Así pues, es esta mirada masculina establecida, y extensamente compartida, la que propicia el uso de ciertos códigos y que podría generar este imaginario de Baltasar en relación con algunas prácticas o imágenes del deseo lésbico. Se podría añadir que la autora no lo hace de una forma deliberada ni consciente, en el sentido que su interés no radica en urdir un discurso masculino. Su interés yace, quizás, en el simple hecho de comunicar poética y metafóricamente una praxis y un sentir. No es de extrañar, pues, que su propuesta choque frontalmente con la opinión de Duval, que demuestra en su propia obra y pensamiento una mirada más crítica y transformadora hacia las teorías feministas y queer, cosa que no entra para nada, o poco, en los planes de Baltasar. Merece la pena mencionar que Baltasar nunca ha señalado un afán feminista en su obra; sus tres novelas parten de un ejercicio terapéutico en el que empieza a escribir desde el yo y del que se derivan las tres protagonistas, que resultan ser mujeres y lesbianas simplemente porque su autora es mujer y lesbiana.
En definitiva, la tesis que aquí se sostiene es que, si bien la lectura y crítica de Duval es certera y necesaria, quizás se requiere aquí un cambio en la mirada, que sea capaz de eludir la interpretación, como indicaba Susan Sontag. A lo mejor Baltasar no utiliza un discurso masculino por ser masculino, sino que presenta una situación y la describe haciendo uso de un código que le sirve para plasmar su imaginario y transferir unas sensaciones. En consecuencia, lo que interesa aquí es ver como socialmente la feminidad nunca se ha visto relacionada con la dureza, brutalidad y agresividad en las prácticas sexuales, cosa que siempre se ha visto asociado a lo masculino. La escritura de estos pasajes con una intención más subversiva (y tal vez, queerfeminista) es probable que hubiera buscado estrategias para rechazar ciertas imágenes en la descripción del sexo y del deseo lésbicos, apostando por nuevos referentes. Sin embargo, simplemente resultó que este no era el objetivo final de la autora. Además, hay muchos otros pasajes que describen el sexo entre mujeres con otras metáforas.
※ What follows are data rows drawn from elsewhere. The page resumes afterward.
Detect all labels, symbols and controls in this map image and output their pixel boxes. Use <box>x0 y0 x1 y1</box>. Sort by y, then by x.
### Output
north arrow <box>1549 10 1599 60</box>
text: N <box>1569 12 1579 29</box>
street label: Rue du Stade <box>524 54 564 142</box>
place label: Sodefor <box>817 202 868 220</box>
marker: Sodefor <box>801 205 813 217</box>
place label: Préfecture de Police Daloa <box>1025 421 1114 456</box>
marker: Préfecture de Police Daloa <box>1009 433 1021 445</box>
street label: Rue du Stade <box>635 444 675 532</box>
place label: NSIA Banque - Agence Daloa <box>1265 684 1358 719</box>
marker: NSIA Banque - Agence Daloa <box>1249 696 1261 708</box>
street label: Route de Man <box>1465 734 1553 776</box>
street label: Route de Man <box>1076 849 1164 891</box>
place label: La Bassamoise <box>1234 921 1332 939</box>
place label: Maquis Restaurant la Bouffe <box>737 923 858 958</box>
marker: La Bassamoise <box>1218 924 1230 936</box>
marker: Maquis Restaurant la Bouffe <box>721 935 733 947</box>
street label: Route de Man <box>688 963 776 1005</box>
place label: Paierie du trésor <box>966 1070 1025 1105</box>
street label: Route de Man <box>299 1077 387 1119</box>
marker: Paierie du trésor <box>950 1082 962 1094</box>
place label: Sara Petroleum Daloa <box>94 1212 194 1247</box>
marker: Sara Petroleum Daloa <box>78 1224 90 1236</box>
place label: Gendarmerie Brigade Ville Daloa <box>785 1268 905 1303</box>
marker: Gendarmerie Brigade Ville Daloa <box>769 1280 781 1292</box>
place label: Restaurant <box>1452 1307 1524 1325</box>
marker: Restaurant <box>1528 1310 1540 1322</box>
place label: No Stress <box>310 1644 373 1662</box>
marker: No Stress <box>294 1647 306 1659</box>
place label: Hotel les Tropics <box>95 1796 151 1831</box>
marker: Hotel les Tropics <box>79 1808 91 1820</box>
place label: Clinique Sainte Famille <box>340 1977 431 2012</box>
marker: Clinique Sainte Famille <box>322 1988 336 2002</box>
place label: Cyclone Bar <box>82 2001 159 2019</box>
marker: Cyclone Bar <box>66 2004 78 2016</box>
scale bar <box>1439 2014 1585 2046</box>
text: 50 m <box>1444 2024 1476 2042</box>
De esta manera, es posible entender la crítica de Duval a la vez que nos dejamos cautivar por los pasajes de Baltasar, que nos llegan a través de unos códigos (quizás patriarcalmente) reconocibles. Tal vez esto se deba a que somos el resultado de una herencia masculina y masculinizada, y que el factor generacional tenga un peso importante en como describimos y qué atribuimos a ciertas formas de placer. Sin duda alguna, la interpretación que hace Duval pone en relieve una realidad que, aunque viene de lejos, sigue persistiendo en los discursos epistemológicos socioculturales. Sus apuntes sin duda alimentan la eclosión de una valiosísima diversidad que será capaz de articular nuevos enfoques hacia la cuestión de la representación de las corporalidades y las sexualidades humanas.
Ya lo dijo Lacan: «LA mujer no existe».
Esta escritora «catalana» (que no «española», parece indicar el artículo) nos viene con avenencias y desavenencias sexuales a intentar dar consistencia al mero vacío. Ni que decir tiene que toca promocionar las cuotas lésbicas, bisexuales y poliamorosas, faltaría más…
La envidia de pene o ego desmedido, una obrita más para la estantería de hembristas revanchistas promocionadas por el Sistema Editorial Español (ahí es cuando se deja el catalanismo-nacionalista a un lado, la pela es la pela…).
Creo que el comentario está sesgado y trufado desde la óptica de Duval y no desde la visión de Baltasar. La autora, texto y contexto es lo que interesa y no lo que menganito, fulanito y zutanita digan, opinen o dejen de decir, porque al final deconstruimos a la autora y decimos lo que ella nunca quiso decir ni dijo.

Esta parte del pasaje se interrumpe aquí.